§ **PROVIDED INFORMATION**
┄┄┄┄┄┄┄┄┄┄

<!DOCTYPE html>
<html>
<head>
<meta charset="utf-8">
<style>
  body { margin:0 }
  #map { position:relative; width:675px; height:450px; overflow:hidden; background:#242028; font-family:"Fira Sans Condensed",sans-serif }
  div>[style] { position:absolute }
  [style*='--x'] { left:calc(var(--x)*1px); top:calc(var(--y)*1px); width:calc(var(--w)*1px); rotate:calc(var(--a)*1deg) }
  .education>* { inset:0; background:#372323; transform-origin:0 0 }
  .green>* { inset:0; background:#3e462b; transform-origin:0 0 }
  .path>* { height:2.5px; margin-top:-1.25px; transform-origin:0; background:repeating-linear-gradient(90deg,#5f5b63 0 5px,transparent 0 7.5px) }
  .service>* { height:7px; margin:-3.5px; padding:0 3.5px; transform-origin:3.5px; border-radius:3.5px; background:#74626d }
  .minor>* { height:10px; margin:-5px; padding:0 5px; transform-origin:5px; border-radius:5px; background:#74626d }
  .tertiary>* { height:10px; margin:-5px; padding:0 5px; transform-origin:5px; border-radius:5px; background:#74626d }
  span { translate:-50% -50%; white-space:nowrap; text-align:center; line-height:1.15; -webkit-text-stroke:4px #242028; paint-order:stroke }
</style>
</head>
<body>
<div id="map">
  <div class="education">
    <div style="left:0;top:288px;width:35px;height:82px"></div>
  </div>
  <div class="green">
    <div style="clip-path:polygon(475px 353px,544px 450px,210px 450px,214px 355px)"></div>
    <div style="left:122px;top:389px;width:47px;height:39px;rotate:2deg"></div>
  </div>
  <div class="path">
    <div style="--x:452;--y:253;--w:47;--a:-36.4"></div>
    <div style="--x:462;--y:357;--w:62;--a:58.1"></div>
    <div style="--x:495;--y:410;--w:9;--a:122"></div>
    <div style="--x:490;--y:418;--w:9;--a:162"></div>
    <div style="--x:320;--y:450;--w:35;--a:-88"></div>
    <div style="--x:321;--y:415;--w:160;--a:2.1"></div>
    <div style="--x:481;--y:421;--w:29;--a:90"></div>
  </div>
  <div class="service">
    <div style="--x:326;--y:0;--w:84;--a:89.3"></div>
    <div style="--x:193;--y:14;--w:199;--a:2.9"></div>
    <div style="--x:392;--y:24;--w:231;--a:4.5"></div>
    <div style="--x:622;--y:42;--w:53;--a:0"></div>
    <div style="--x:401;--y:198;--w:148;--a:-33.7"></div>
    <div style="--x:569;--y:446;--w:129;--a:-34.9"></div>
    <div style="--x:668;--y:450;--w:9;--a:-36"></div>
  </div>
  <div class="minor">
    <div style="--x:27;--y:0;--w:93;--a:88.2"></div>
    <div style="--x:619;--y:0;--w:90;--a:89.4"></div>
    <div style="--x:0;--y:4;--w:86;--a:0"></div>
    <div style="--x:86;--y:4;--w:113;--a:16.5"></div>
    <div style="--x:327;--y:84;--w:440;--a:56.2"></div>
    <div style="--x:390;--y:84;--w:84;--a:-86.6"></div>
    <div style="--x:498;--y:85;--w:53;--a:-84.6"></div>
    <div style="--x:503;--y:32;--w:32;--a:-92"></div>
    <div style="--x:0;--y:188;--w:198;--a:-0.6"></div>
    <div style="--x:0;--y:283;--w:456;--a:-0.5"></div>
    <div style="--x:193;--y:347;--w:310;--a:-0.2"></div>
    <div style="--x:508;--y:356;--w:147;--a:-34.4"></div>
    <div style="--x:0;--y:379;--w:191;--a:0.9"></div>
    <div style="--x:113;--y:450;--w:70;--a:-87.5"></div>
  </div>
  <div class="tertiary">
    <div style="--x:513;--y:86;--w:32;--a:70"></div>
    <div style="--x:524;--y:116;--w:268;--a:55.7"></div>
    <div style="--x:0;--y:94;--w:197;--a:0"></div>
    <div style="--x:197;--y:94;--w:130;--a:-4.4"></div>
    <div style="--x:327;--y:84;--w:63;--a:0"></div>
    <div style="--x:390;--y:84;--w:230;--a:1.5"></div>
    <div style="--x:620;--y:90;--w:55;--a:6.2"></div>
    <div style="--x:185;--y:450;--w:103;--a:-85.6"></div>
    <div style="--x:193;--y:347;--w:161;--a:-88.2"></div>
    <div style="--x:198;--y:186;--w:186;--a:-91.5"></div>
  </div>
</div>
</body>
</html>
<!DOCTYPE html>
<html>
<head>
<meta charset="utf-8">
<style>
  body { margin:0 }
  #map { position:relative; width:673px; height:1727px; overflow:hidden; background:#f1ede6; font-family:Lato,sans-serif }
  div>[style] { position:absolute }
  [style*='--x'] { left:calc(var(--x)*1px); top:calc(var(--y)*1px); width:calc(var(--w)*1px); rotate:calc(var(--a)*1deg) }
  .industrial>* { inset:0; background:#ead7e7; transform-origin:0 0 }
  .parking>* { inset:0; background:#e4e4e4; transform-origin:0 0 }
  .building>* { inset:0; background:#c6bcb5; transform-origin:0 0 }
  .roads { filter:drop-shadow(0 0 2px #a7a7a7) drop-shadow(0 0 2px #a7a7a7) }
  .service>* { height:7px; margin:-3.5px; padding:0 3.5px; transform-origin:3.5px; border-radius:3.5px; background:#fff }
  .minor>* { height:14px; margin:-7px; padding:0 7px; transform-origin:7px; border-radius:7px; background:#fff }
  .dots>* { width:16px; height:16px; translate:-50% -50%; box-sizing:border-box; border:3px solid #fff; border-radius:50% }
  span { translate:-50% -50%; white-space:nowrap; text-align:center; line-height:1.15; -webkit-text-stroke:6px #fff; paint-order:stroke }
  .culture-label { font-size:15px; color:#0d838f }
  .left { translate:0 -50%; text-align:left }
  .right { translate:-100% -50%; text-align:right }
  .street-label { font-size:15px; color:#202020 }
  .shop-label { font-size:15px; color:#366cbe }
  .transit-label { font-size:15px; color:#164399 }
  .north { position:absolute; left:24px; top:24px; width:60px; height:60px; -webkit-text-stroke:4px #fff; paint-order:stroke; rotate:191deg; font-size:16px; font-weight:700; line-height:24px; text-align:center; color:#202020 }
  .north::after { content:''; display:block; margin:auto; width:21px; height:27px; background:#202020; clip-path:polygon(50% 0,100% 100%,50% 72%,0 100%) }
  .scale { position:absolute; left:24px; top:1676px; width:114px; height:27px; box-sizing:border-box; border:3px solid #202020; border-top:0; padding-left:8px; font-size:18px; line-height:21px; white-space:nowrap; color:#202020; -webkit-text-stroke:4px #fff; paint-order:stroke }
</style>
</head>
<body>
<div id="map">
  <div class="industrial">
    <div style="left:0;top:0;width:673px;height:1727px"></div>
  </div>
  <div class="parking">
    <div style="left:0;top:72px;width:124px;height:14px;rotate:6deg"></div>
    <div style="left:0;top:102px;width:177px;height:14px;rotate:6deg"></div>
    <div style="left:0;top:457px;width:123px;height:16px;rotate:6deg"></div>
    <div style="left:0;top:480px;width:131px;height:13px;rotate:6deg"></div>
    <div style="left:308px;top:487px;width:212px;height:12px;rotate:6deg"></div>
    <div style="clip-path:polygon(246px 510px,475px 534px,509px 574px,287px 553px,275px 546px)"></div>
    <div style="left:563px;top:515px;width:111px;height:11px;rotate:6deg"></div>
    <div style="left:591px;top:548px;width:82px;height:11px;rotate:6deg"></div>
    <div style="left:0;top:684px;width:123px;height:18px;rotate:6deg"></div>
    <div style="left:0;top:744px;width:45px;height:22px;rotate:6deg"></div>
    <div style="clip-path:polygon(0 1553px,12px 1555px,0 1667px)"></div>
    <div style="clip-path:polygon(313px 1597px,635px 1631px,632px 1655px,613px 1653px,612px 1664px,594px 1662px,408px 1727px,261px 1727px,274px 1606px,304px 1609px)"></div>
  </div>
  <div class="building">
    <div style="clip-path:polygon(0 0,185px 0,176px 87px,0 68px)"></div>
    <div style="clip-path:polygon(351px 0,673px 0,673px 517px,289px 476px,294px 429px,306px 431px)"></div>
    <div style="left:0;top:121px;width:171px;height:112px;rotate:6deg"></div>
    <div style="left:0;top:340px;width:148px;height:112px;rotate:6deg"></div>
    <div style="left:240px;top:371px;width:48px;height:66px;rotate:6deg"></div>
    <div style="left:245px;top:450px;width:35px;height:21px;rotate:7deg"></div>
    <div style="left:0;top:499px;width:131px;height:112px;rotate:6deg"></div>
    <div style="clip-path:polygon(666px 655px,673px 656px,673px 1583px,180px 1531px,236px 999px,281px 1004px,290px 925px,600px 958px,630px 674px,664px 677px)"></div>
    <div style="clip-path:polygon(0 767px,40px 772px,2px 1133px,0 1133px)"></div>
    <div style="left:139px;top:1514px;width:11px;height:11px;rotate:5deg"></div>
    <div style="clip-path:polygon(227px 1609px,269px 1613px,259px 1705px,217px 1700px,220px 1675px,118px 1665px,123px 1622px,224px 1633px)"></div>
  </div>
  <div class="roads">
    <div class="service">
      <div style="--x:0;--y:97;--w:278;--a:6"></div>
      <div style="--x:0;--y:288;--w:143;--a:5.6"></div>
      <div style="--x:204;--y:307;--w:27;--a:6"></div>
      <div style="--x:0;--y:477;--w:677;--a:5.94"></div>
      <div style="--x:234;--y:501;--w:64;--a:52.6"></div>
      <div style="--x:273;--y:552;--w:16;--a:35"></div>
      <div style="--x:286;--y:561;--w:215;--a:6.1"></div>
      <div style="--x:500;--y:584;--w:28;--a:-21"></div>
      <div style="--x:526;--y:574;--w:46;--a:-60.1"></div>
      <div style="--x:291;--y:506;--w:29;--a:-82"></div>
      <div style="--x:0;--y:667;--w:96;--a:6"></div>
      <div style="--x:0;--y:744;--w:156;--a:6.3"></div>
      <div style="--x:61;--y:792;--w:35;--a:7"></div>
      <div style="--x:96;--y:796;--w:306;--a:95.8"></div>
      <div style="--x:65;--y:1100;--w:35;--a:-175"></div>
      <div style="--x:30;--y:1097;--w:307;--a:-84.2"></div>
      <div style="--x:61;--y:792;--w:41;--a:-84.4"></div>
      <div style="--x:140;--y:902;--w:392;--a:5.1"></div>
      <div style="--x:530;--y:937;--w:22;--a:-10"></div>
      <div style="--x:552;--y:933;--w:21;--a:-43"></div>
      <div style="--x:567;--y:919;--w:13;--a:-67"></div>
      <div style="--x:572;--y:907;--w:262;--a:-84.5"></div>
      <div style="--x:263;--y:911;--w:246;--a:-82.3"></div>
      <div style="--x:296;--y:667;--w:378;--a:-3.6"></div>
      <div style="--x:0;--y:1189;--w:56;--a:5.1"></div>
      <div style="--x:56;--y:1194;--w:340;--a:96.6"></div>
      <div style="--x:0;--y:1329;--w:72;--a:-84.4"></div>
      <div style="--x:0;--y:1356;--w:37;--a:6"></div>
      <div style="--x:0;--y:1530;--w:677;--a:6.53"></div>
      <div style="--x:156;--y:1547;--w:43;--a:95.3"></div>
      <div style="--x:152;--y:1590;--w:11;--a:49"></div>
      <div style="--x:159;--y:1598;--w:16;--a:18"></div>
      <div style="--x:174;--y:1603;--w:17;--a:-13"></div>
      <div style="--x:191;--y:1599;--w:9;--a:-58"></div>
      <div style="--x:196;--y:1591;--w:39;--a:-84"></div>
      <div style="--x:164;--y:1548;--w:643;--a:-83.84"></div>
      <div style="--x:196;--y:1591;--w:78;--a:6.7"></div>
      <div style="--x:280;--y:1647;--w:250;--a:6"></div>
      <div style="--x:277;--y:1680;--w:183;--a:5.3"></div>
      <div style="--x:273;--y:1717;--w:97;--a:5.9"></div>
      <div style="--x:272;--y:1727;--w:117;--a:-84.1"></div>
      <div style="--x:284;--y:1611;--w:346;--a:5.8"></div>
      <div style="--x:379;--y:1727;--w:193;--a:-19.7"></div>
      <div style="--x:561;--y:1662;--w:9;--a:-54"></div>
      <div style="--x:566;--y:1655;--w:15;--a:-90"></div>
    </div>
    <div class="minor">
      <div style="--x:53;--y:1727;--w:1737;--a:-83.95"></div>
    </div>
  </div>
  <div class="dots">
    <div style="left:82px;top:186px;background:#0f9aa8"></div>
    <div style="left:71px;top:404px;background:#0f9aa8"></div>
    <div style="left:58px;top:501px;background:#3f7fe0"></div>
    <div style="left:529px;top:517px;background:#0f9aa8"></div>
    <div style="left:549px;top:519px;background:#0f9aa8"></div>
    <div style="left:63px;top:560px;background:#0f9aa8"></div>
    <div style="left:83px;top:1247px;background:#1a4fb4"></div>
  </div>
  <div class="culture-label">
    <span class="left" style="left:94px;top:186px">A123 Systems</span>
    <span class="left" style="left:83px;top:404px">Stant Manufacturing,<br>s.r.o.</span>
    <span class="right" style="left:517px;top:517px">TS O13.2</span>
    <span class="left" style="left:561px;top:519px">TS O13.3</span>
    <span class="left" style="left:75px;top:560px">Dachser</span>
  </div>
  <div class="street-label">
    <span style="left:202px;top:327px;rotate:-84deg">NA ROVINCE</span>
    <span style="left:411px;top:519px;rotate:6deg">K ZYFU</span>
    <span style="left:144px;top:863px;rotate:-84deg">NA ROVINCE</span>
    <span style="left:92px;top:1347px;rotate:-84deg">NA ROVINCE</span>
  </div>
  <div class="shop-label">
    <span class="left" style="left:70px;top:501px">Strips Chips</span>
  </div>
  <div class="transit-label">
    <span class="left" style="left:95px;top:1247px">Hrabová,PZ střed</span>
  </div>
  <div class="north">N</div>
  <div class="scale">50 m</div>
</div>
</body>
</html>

┄┄┄┄┄┄┄┄┄┄

§ **EXERCISE INSTRUCTIONS**
Everything above from the line containing "height:2.5px; margin-top:-1.25px; transform-origin:0;" through the line containing "transform-origin:3.5px; border-radius:3.5px; background:#74626d" must be copied exactly. Nothing outside that range belongs in the answer.

§ **COMPLETED TASK**
  .path>* { height:2.5px; margin-top:-1.25px; transform-origin:0; background:repeating-linear-gradient(90deg,#5f5b63 0 5px,transparent 0 7.5px) }
  .service>* { height:7px; margin:-3.5px; padding:0 3.5px; transform-origin:3.5px; border-radius:3.5px; background:#74626d }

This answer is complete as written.